[Stored data]
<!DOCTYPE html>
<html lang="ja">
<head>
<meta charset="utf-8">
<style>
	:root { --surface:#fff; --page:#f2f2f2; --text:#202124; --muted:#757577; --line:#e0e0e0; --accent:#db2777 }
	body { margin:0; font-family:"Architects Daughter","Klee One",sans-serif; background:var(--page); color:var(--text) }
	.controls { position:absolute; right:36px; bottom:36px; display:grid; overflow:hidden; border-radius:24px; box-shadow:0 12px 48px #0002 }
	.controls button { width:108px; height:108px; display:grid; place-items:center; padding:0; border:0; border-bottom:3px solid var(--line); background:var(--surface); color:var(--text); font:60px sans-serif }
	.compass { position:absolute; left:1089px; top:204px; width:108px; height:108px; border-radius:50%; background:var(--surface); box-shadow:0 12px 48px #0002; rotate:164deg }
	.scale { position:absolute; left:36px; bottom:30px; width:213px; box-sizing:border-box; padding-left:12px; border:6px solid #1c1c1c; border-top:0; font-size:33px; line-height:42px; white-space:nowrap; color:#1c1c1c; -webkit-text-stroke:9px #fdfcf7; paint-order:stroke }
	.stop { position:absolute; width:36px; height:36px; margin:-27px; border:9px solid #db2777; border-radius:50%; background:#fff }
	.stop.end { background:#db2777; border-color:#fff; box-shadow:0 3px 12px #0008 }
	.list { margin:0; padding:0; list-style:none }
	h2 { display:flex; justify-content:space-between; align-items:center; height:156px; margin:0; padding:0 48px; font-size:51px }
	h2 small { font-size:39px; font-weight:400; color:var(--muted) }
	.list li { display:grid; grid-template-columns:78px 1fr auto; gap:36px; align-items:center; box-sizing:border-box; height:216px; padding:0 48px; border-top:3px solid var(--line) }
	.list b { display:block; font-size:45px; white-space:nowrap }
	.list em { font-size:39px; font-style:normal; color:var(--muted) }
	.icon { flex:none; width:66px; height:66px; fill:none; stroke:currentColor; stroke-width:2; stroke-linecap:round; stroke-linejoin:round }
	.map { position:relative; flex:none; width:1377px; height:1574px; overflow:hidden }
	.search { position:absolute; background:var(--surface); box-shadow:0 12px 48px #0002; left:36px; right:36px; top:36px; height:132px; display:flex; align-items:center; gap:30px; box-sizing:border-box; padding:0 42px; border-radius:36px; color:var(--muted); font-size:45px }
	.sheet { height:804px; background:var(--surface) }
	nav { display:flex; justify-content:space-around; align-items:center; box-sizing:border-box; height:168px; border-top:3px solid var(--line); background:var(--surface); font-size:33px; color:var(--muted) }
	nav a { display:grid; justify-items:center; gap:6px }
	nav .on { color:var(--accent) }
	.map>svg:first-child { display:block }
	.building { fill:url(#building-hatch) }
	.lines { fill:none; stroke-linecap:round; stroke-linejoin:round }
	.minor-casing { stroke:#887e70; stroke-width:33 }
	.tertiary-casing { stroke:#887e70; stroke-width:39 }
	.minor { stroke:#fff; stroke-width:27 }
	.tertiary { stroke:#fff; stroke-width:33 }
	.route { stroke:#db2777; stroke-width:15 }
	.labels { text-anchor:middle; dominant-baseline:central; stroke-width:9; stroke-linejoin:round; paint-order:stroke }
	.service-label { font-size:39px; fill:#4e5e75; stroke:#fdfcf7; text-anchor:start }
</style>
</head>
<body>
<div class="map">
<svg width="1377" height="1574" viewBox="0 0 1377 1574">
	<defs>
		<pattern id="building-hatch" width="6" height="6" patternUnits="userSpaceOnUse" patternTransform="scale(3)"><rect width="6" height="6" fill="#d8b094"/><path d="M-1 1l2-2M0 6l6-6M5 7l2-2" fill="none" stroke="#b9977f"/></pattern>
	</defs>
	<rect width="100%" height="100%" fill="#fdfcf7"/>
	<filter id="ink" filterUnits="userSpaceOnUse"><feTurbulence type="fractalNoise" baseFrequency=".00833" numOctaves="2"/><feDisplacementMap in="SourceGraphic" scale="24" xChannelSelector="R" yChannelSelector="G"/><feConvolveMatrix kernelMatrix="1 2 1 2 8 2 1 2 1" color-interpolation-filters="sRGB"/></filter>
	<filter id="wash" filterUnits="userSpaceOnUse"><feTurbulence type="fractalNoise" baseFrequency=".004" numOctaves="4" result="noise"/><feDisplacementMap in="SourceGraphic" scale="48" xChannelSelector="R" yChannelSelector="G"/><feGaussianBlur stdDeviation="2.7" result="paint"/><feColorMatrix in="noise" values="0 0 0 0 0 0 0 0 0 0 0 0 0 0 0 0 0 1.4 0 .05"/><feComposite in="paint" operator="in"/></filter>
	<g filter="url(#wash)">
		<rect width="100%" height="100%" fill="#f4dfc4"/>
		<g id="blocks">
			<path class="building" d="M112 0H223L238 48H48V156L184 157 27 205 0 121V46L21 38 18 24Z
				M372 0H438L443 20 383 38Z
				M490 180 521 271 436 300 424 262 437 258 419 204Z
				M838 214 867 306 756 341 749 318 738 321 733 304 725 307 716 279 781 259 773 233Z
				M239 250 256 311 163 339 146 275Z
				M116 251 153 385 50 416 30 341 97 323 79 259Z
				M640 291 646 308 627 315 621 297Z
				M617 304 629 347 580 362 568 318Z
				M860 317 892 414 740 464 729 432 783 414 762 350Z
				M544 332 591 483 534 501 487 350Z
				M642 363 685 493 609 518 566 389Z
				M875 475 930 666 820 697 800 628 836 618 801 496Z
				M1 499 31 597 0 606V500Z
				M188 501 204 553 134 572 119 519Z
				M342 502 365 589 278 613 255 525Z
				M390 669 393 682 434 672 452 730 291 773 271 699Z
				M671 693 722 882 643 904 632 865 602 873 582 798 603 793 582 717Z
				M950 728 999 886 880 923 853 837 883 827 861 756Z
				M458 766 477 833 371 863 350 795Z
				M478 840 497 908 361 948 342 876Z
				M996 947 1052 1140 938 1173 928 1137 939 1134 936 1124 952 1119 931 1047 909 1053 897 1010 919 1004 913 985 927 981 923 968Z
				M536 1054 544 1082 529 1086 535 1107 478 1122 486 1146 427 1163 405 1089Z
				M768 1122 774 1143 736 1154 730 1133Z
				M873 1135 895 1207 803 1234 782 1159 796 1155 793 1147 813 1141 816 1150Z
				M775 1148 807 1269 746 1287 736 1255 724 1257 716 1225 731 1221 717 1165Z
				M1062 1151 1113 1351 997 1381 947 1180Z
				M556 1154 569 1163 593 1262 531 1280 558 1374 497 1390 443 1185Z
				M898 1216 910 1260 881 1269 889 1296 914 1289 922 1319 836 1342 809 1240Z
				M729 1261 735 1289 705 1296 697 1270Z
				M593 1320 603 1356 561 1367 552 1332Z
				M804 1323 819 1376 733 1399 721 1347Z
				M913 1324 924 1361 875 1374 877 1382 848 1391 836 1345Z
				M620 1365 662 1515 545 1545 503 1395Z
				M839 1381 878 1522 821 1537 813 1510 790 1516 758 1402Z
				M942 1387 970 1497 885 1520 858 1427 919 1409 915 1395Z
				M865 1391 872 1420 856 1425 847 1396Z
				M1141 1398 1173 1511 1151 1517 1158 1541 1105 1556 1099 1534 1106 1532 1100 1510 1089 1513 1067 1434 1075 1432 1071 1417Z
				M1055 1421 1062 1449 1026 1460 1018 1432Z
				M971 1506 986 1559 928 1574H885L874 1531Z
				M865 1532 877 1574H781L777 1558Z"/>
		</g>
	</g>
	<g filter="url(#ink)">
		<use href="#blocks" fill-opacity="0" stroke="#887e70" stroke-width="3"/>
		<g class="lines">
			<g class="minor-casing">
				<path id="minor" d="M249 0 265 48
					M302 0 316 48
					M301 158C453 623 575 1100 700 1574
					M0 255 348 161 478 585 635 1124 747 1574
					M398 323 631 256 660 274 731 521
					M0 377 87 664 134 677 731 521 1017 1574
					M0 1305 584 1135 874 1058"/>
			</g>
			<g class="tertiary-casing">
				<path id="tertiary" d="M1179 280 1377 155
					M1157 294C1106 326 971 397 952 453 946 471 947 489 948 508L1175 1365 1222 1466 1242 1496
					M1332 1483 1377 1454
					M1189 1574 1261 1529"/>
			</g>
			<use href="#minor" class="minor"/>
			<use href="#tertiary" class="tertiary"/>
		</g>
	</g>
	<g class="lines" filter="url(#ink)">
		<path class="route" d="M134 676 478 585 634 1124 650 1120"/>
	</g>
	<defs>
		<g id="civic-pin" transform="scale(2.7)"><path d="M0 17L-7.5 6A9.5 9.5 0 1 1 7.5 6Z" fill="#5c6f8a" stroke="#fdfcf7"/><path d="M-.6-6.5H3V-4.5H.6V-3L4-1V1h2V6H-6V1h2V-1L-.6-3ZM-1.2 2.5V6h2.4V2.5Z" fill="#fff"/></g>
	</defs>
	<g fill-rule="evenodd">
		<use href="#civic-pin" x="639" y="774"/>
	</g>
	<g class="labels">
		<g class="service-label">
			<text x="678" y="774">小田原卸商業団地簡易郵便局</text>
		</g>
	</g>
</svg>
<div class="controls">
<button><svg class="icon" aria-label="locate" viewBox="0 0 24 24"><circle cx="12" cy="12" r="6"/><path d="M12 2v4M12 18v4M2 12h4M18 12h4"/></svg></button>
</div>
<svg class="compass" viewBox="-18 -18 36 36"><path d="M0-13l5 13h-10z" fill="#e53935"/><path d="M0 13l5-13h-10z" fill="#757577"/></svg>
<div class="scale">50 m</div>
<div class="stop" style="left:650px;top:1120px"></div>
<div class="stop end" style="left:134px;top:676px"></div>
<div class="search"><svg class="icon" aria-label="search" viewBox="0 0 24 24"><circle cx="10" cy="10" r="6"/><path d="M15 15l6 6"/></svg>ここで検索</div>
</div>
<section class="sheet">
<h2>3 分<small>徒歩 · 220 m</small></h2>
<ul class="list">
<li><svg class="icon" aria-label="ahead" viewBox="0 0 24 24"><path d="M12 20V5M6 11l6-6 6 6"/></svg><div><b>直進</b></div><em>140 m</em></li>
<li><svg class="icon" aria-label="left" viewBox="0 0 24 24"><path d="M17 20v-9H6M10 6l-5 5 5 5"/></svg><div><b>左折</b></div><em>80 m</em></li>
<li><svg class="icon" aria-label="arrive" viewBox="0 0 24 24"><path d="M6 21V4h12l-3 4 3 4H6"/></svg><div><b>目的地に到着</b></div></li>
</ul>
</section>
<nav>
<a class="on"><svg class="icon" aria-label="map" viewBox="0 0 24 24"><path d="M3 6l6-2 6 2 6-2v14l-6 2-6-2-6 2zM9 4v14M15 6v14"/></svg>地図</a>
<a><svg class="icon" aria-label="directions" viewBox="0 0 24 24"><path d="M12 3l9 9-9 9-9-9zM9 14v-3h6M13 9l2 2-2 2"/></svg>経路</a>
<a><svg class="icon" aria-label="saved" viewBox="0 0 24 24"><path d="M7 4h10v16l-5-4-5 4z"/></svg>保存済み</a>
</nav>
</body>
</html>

REQUIRED ACTION: Return one number, the count of lines in the records holding the word "hatch".

ANSWER TO THE PROBLEM: 2